__Problem__: The lines of the records that include "heat" should all be copied.

··········

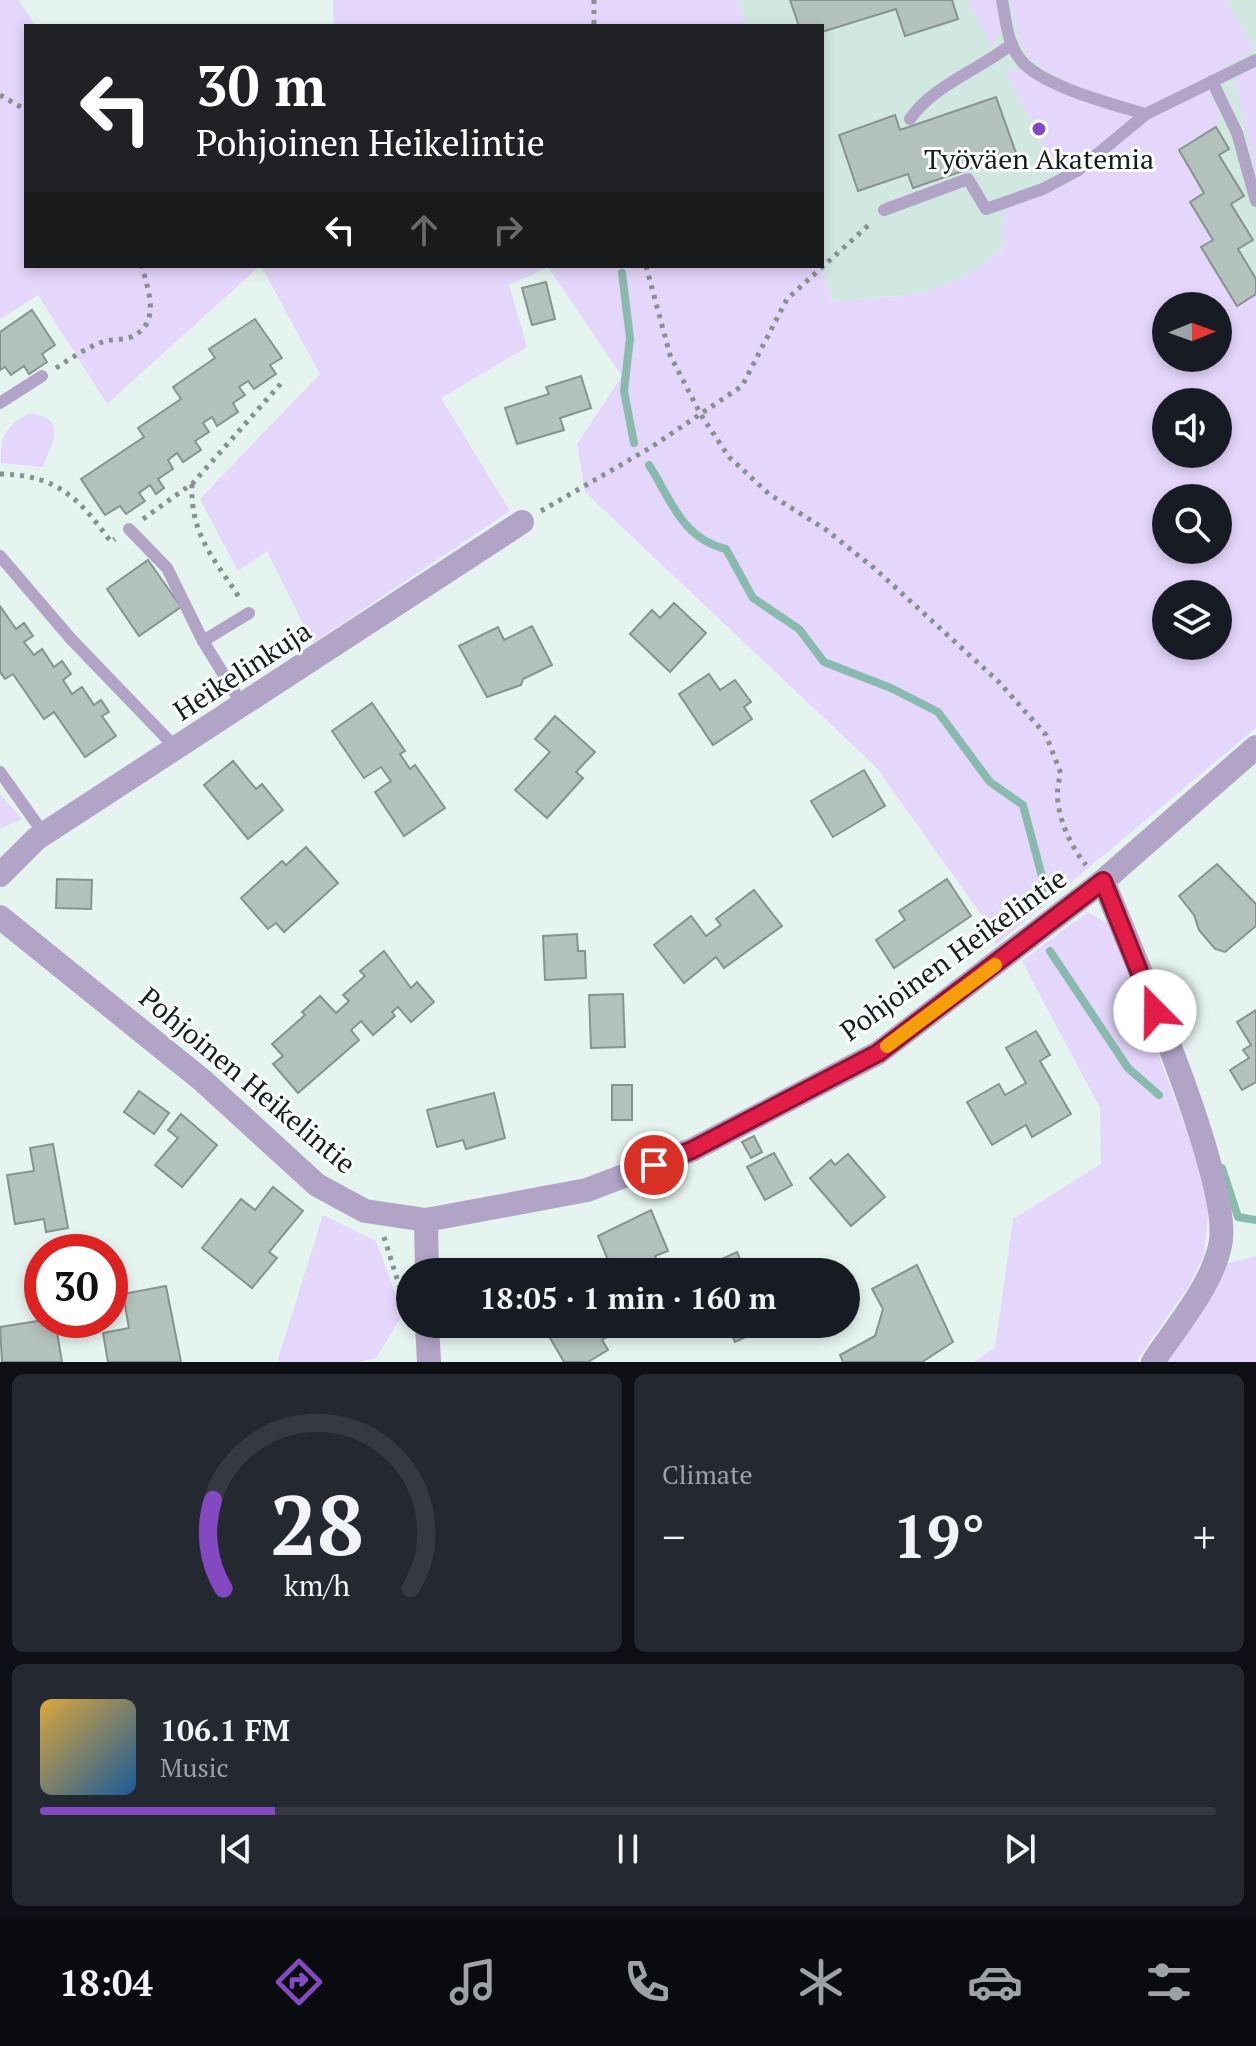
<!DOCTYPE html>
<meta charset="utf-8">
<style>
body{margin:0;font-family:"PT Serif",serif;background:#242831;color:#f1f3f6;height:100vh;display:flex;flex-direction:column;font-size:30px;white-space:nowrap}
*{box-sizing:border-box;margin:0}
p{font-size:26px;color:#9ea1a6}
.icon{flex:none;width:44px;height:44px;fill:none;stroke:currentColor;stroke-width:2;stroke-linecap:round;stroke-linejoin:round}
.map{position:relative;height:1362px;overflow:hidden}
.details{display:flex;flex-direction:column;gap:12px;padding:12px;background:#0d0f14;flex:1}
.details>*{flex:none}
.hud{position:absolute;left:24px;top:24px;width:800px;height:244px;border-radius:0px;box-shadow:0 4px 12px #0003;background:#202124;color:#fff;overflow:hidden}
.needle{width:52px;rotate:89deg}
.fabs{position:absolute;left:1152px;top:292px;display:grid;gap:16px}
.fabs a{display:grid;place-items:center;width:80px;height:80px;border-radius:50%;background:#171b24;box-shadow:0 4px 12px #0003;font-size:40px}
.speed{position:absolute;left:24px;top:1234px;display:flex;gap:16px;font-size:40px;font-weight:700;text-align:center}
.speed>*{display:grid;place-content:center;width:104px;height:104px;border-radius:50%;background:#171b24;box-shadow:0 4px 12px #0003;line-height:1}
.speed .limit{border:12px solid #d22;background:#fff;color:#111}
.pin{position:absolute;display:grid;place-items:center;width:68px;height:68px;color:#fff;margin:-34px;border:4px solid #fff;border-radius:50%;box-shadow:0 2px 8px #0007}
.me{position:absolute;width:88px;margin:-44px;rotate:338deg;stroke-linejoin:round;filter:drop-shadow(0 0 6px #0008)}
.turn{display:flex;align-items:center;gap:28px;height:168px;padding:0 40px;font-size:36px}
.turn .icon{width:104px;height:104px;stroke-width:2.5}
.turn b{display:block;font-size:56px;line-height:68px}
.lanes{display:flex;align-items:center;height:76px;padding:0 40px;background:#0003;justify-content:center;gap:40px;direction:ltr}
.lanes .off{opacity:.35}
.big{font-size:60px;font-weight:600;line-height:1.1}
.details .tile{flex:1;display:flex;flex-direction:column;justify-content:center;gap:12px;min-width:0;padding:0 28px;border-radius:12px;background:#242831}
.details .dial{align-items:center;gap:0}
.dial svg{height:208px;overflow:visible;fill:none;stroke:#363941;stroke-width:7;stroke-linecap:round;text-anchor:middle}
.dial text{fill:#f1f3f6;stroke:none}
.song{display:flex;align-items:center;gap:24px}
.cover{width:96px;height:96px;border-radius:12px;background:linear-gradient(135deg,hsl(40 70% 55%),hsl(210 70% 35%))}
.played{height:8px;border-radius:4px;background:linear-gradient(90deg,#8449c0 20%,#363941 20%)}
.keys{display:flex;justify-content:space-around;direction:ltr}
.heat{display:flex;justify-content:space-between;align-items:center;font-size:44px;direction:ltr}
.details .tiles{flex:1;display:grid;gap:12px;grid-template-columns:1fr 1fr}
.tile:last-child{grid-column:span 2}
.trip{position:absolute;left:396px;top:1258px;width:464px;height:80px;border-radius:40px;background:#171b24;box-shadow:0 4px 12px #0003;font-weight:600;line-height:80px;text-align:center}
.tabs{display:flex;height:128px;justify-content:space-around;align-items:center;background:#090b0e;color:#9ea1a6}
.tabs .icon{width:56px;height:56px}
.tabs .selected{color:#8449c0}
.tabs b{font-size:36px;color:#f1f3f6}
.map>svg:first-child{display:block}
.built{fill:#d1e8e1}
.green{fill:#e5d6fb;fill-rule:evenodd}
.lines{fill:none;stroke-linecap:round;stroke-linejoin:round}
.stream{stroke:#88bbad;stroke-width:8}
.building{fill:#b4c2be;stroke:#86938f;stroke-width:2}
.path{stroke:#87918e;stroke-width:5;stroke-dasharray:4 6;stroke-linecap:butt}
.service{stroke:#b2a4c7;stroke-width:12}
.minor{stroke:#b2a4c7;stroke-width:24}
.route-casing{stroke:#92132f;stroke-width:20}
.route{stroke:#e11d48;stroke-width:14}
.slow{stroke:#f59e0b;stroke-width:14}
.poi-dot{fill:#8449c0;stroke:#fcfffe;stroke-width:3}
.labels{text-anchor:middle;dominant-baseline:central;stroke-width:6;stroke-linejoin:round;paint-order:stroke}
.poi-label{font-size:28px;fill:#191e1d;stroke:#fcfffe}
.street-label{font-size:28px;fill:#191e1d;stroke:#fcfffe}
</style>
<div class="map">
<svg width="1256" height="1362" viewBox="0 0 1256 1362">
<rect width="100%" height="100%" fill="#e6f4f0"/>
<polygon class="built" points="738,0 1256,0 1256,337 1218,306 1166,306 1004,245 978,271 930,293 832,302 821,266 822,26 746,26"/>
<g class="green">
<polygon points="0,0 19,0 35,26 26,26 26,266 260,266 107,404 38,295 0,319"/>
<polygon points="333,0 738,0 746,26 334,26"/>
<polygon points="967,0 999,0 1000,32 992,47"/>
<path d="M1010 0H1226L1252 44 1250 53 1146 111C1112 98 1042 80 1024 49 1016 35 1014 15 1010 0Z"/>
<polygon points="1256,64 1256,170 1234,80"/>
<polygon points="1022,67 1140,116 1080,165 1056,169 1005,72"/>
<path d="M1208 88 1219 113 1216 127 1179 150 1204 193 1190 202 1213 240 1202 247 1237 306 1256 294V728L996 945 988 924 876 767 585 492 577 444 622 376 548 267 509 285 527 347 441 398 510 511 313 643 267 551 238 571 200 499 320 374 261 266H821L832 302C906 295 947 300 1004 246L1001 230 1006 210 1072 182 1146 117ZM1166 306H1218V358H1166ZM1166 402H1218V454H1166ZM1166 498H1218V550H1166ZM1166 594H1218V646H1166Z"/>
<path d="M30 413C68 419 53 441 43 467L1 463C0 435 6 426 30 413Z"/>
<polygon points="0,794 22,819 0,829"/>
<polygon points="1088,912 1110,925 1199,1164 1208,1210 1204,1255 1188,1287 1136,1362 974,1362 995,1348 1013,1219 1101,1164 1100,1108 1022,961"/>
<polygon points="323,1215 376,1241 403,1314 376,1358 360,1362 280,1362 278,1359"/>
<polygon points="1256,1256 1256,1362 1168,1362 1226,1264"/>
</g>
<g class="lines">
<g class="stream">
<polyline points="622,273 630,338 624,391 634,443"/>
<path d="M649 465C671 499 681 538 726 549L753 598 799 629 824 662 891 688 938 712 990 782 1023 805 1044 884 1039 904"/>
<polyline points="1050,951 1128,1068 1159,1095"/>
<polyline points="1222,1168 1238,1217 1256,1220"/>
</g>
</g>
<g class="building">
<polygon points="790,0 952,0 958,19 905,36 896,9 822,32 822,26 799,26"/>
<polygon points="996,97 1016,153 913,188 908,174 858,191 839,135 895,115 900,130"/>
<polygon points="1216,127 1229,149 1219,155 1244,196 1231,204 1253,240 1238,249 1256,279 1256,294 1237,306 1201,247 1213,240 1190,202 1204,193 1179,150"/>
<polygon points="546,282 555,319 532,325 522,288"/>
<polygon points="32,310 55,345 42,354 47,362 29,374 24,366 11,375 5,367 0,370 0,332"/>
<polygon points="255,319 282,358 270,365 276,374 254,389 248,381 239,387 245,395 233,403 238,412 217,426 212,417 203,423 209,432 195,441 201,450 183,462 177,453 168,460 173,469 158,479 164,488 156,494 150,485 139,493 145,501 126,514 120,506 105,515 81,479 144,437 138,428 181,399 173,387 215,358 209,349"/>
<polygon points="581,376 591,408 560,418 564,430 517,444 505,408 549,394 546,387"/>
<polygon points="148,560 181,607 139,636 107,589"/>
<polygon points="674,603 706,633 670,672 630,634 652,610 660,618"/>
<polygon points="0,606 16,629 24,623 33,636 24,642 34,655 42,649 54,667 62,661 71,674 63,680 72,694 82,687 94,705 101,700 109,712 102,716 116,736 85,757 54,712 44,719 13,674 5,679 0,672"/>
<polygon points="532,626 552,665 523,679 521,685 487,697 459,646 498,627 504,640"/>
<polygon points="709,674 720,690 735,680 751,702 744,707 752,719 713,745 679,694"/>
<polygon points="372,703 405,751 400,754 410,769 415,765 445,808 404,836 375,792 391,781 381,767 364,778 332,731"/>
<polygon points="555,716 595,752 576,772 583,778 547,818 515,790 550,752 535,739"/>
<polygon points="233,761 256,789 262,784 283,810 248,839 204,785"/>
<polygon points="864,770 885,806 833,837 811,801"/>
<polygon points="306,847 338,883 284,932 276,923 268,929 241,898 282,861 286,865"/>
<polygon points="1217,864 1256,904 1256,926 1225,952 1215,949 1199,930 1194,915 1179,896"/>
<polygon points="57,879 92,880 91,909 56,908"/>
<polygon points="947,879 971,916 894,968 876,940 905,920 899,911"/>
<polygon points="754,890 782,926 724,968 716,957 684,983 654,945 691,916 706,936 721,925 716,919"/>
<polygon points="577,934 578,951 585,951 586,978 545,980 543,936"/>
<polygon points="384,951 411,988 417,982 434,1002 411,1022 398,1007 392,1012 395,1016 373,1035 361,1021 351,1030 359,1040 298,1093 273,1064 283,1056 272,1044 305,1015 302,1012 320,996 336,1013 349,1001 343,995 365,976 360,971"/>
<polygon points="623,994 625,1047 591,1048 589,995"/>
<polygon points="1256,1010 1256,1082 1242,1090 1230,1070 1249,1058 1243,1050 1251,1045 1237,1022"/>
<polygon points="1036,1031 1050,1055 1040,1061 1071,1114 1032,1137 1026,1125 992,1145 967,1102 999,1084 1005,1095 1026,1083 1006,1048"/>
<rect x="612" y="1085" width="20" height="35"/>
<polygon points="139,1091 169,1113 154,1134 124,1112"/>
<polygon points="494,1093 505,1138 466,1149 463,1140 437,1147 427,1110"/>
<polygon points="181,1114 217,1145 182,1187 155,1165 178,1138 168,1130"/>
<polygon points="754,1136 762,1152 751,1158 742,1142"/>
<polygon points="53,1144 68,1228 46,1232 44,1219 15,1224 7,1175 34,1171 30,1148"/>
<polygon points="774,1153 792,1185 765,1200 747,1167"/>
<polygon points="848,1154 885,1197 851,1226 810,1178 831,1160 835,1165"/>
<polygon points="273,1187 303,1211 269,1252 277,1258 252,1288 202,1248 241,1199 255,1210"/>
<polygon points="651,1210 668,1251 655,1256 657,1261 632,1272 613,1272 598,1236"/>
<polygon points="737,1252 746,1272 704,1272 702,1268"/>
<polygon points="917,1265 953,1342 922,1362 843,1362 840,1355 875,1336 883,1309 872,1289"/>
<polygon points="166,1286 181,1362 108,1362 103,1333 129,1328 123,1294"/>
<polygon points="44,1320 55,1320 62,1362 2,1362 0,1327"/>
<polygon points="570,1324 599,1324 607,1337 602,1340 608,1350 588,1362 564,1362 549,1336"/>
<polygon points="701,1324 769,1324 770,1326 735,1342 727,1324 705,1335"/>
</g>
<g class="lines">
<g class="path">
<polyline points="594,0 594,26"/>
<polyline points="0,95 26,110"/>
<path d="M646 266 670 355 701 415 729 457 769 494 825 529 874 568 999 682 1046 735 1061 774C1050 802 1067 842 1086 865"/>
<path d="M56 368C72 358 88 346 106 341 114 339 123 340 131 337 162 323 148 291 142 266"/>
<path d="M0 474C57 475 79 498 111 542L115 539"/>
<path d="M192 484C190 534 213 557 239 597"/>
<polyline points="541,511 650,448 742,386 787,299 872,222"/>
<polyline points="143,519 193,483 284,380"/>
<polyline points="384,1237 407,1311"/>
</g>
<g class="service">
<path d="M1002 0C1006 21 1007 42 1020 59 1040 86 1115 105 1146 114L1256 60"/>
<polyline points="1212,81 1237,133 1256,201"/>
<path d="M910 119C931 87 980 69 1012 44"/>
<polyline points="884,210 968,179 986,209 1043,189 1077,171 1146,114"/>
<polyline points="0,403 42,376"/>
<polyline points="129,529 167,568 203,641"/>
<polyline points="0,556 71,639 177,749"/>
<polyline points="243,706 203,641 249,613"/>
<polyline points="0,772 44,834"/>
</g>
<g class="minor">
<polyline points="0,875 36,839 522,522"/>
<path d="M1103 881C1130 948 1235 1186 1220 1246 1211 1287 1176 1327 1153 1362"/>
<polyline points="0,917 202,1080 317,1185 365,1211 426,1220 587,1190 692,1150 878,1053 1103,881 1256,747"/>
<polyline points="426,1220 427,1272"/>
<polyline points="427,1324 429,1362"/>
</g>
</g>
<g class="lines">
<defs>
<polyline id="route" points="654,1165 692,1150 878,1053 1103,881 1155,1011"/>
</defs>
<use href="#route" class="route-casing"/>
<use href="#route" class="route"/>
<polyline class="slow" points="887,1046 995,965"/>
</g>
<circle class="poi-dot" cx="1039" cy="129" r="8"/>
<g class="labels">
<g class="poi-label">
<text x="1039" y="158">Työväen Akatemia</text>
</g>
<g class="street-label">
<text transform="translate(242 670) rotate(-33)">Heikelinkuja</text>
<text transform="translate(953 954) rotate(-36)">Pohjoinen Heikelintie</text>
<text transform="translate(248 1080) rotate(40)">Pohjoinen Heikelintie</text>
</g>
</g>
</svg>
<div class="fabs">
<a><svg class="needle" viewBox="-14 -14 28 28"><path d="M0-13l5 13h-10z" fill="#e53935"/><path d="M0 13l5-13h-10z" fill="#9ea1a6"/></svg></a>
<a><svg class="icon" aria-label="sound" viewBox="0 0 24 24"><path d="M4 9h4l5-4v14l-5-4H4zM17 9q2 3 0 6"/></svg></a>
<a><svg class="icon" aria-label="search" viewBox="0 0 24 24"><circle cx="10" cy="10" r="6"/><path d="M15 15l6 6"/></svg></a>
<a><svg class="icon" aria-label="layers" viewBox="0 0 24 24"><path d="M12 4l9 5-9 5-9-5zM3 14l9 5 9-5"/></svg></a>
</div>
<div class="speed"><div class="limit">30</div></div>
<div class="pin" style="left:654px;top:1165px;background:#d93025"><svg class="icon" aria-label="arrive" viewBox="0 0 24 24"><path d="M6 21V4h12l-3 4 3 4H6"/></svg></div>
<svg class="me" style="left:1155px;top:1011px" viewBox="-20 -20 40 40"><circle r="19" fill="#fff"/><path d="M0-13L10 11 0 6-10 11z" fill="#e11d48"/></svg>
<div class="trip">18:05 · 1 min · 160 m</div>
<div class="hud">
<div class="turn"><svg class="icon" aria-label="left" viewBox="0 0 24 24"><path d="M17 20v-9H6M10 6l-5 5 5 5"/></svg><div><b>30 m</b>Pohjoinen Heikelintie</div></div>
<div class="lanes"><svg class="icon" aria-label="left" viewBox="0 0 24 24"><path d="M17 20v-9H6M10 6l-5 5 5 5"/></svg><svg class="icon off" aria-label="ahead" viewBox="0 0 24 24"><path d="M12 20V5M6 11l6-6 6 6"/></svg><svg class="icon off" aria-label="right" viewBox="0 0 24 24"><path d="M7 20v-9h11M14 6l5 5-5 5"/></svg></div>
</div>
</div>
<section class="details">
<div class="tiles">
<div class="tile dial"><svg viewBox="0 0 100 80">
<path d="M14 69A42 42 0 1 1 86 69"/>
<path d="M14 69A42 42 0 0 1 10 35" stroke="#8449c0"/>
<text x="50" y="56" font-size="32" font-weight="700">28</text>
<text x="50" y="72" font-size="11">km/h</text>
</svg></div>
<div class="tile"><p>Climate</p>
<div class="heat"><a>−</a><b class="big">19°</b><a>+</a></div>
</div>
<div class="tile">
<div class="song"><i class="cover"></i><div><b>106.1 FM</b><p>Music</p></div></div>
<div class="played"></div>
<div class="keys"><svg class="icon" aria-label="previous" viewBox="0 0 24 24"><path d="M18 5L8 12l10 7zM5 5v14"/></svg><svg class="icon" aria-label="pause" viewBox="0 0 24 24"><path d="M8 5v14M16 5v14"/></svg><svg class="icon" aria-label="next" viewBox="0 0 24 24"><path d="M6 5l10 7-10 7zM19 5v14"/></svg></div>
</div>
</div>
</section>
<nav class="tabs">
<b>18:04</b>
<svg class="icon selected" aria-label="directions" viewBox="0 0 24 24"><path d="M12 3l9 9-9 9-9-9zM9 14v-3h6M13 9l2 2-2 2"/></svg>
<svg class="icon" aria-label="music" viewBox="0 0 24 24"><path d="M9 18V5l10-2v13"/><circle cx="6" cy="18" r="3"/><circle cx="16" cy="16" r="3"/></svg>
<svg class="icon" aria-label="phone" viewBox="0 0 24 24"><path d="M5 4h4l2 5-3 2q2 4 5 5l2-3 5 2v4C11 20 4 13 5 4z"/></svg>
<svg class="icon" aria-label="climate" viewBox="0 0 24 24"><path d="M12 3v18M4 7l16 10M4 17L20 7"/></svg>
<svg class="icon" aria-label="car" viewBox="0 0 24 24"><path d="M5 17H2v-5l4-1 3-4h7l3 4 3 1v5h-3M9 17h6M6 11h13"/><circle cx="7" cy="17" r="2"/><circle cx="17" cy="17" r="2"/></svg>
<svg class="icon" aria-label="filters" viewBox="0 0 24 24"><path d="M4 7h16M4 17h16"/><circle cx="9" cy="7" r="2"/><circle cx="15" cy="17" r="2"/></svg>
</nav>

··········

__Problem solution__:
.heat{display:flex;justify-content:space-between;align-items:center;font-size:44px;direction:ltr}
<div class="heat"><a>−</a><b class="big">19°</b><a>+</a></div>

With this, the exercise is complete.